Keywords: Oxytocin, addiction, dependence, substance use disorder, alcoholism, treatment
Oxytocin (OT) is a 9 amino acid polypeptide hormone that acts via a specific receptor and is widely distributed in the central nervous system (CNS) and peripheral tissues (Gimpl and Fahrenholz 2001). OT is involved in the regulation and release of adenohypophyseal hormones including prolactin, adrenocorticotropin (ACTH), gonadotropins, and corticotrophin-releasing factor (CRF). Initially, OT was thought to be primarily involved in sexual behaviors, female parturition and lactation. Subsequent research has determined that OT is also involved in emotional regulation, pain and stress, and modulates response to rewarding behaviors promoted by food, sex and drugs (Meyer-Lindenberg et al. 2011; Onaka et al. 2012). The co-modulation of both stress and motivational processes is believed to be due to the important role of OT to shift salience to social, affiliative processes, both by increasing the salience itself of rewarding stimuli and/or by reducing stress, allowing for attention to social bonding (Baskerville and Douglas 2010). This is obviously relevant to addiction, where salience of drug stimuli overshadows motivation for social affiliation, and where stress may trigger drug seeking and relapse (Sinha 2008). In the current review, we will focus on the role of the oxytocin system in drug and alcohol addiction and highlight key findings to date on the use of intranasal OT to treat substance use disorders.
Oxytocin and stress
The influence of OT to dampen stress responses is important. Neuroendocrine pathways that modulate the response to stress include three interconnecting circuits, the HPA axis, the adrenomedullary system, and the extra-hypothalamic CRF system. The HPA axis releases CRF from paraventricular neurons within the hypothalamus, stimulating the synthesis and release of adrenocorticotropin (ACTH) by the anterior pituitary, which in turn stimulates the synthesis and release of corticosteroids (CORT) (cortisol in human and nonhuman primates and corticosterone in rodents) via the adrenal cortex. The sympathetic adrenomedullary system, which releases norepinephrine and epinephrine, and CRF expression in the extra-hypothalamic brain regions including limbic regions, are key substrates involved in anxiety and other stress-related behaviors. Stress, defined as any stimulus that disrupts physiological homeostasis, triggers a cascade of adaptive responses involving any or all of these pathways to return the organism to homeostasis.
There is strong evidence from the preclinical literature that stress exposure is an important contributor to relapse. In rats and monkeys, acute stress enhances alcohol preference and reward (Funk et al. 2004), and increased alcohol intake is correlated with stress-induced increases in CORT levels (Fahlke et al. 2000; Fish et al. 2008). In addition, following repeated social stress exposure (e.g., defeat, low social rank, and maternal separation), rats and monkeys subsequently show greater alcohol intake when compared to non-stressed cohorts (Fahlke et al. 2000; Cruz et al. 2008; Fish et al. 2008). Current theories suggest that CORT release induced by stress augments drug reinforcement. Indeed, in rodents, CORT increases drug reward by increasing mesolimbic dopamine transmission (Piazza and Le Moal 1996), rats self-administer CORT itself at levels similar to those elicited by stress, and intracerebroventricular infusions of CORT enhance the reinforcing effects of alcohol (Fahlke et al. 1996).

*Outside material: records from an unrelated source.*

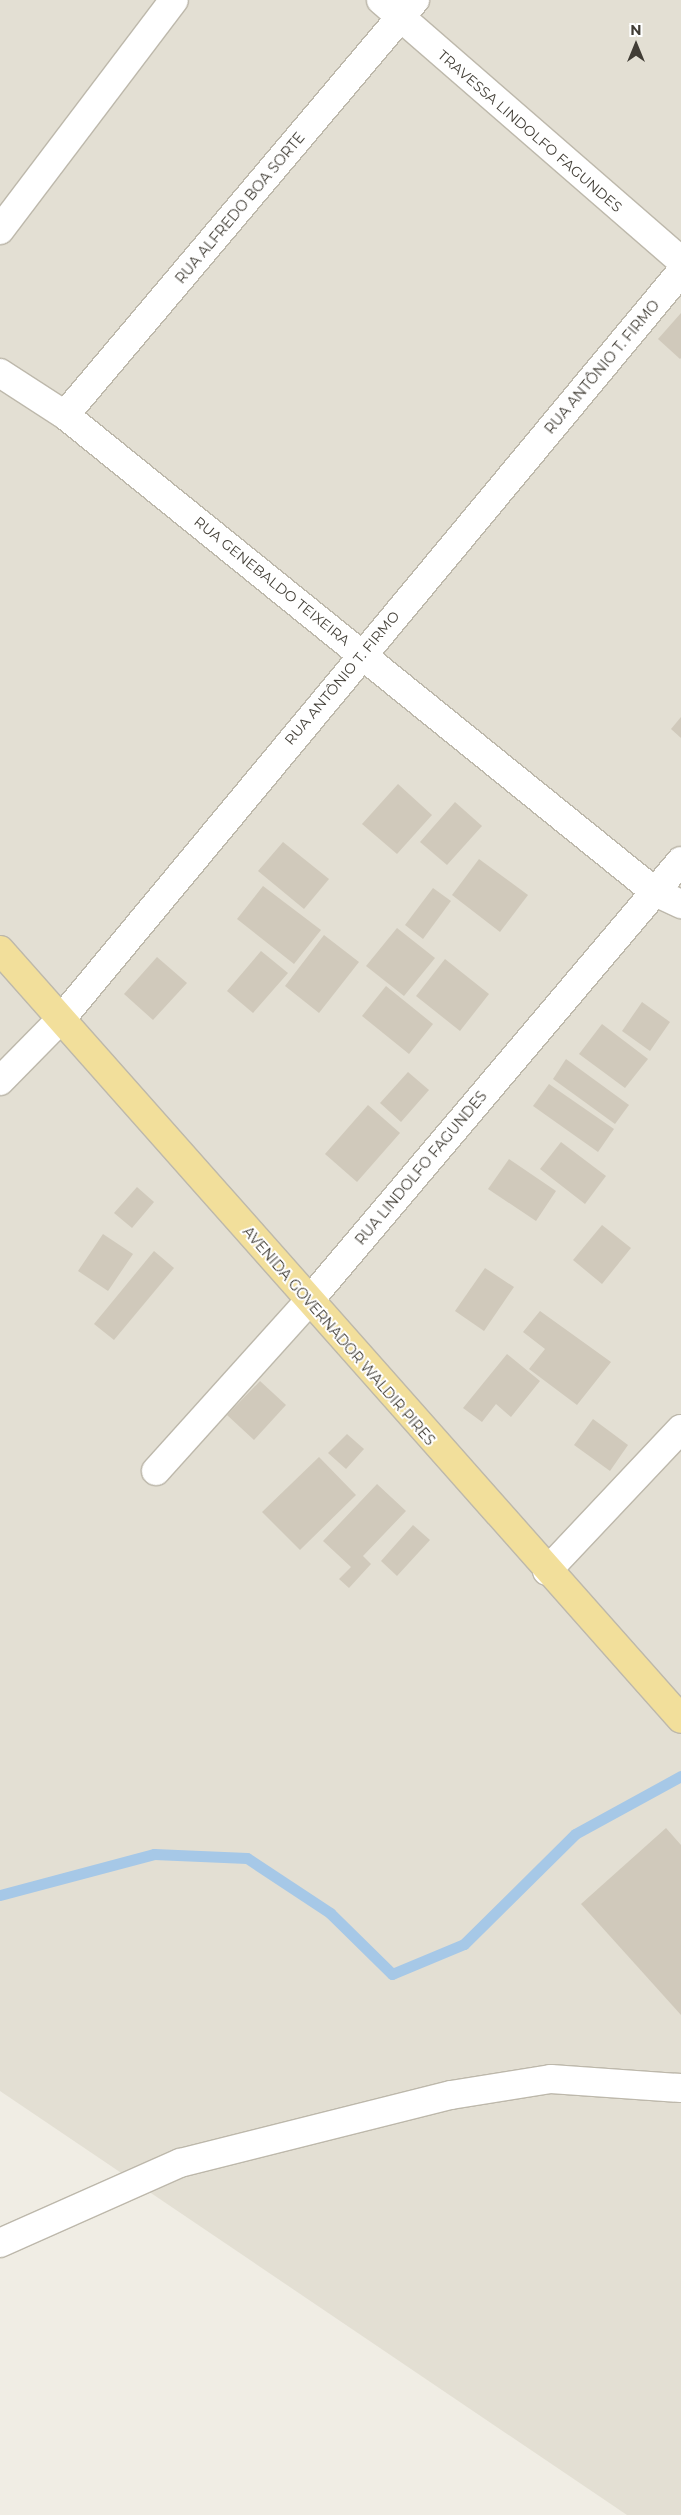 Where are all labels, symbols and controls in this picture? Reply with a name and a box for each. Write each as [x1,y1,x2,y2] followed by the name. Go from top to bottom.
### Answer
[611,20,661,70] north arrow
[630,21,642,39] text: N
[435,47,625,215] street label: TRAVESSA LINDOLFO FAGUNDES
[172,129,308,287] street label: RUA ALFREDO BOA SORTE
[541,297,663,437] street label: RUA ANTÔNIO T. FIRMO
[191,513,353,649] street label: RUA GENEBALDO TEIXEIRA
[281,608,403,748] street label: RUA ANTÔNIO T. FIRMO
[352,1088,490,1248] street label: RUA LINDOLFO FAGUNDES
[239,1223,439,1449] street label: AVENIDA GOVERNADOR WALDIR PIRES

Studies in laboratory animals have demonstrated that OT has marked anti-stress effects. When administered centrally, OT decreases stress-induced increases in CORT levels (Lang et al. 1983; Windle et al. 1997; Neumann et al. 2000) and reduces stress-induced behaviors in rodent models of anxiety and depression (Arletti and Bertolini 1987; Insel and Winslow 1991; Windle, et al. 1997; Neumann et al. 2000). At the same time, the endogenous OT system appears to be sensitive to stressors. In rats, exposure to acute stress increased OT levels in blood and in hypothalamic and extra-hypothalamic brain regions (Lang et al. 1983; Neumann et al. 1998; Ebner et al. 2000; Ondrejcakova et al. 2010) and increased OT mRNA levels (Jezova et al. 1995). Thus, OT appears to play a protective role in homeostatic regulation of stress responses, and OT administration may attenuate the effects of stress on drinking/drug use and relapse (Uhart and Wand 2009; Koob et al. 2014).
Investigations in human subjects are in line with the preclinical literature. When administered via the intranasal route, OT produces changes in measures of autonomic arousal and mood (MacDonald et al. 2011), increased positive communication during couples’ conflict discussions (Ditzen et al. 2009) and improved recognition and processing of positive facial expressions (Di Simplicio et al. 2009; Marsh et al. 2010; Lischke et al. 2012). The anti-stress effects of OT have been also been investigated using the Trier Social Stress Test, a well-validated laboratory procedure for induction of stress responses in human subjects (Foley and Kirschbaum 2010). This test, which includes components of public speaking component and oral mental arithmetic, produces a robust increase in CORT and self-reported psychological stress and these effects are attenuated by OT (Heinrichs et al. 2003; Quirin et al. 2011; Simeon et al. 2011; de Oliveira et al. 2012; Kubzansky et al. 2012). Consistent with an OT anti-stress hypothesis, a recent study that measured both OT and CORT after the TSST found that salivary OT levels increased immediately following social stress exposure, prior to increases in salivary CORT (Jong et al. 2015). Taken together, these data suggest that OT treatment may be useful to normalize the HPA-axis and reduce stress-related physiological and subjective responses (e.g., anxiety, craving) that increase drug and alcohol use and trigger relapse. ......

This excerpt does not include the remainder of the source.